In 2006, in honor of Dorso’s dedication to wildlife conservation, the Maine Department of Inland Fisheries and Wildlife renamed Ruffingham Meadows the James Dorso Wildlife Management Area — a magnificent 674-acre wetland along Route 3 in Montville and Searsmont.

Beaver dams impound water, creating feeding and nesting habitat for egrets, herons, waterfowl and many other species. (Photo courtesy of Paul Cyr)

When Europeans arrived in North America, the continent supported an estimated 400 million beavers. For two centuries beavers were trapped for their valuable fur, which was fashioned into hats sold by furriers in east coast cities and Europe. As unregulated trapping led to exploitation and sharp population declines, dozens of beaver trappers moved west of the Mississippi River. The earliest settlements in western North America sprang up near trading posts. Throughout much of the 19th century, beaver pelts were the main currency in trade between Native Americans and fur companies. But by 1900, the continent’s beaver population had plummeted to as few as 100,000.

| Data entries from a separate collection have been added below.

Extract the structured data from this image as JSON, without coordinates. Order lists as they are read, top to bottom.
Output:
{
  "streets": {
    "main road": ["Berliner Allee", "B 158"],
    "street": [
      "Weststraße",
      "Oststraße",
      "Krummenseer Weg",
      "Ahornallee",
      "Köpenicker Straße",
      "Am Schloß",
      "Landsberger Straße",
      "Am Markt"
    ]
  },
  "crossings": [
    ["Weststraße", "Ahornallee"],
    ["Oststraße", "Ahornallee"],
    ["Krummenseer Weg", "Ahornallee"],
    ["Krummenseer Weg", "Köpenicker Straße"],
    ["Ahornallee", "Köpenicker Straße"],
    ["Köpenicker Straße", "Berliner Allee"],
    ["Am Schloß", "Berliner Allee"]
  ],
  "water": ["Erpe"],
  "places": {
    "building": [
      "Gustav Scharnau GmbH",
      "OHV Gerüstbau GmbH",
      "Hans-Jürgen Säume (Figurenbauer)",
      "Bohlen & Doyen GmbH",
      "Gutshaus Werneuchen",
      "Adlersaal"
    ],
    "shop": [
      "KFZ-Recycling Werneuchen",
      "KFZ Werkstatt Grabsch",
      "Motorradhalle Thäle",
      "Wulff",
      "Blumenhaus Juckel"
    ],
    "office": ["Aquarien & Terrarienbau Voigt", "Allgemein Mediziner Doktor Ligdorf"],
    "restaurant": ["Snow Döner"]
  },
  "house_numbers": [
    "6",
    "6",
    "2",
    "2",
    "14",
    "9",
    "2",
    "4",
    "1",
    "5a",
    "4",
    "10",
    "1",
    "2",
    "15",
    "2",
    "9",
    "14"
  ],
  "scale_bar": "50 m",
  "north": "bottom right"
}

In Maine, as beavers approached elimination in the state, a law was passed in 1899 prohibiting beaver trapping. Other states enacted similar measures. The shift from fur to silk hats reduced the demand for beaver pelts and led to a population recovery.

Today, as North America’s beaver population approaches 15 million, the animal is being reintroduced into formerly occupied terrain. Idaho led the way in 1948 by parachuting 76 beavers in wooden crates into roadless mountainous regions dotted with meadows and streams. The crates opened on impact. Those animals and their progeny, coupled with beaver reintroductions in other western states, resulted in the construction of hundreds of dams, restoring wetlands and willow thickets, benefiting moose and other wildlife. Trees that died from rising water levels became nesting sites for woodpeckers, waterfowl and other cavity nesters.

Beavers also are being relocated in Maine. Fencing and PVC pipe installations aren’t always feasible, especially when apple orchards, corn fields, trailer parks, logging roads and low-lying public roads are flooded by beaver dams.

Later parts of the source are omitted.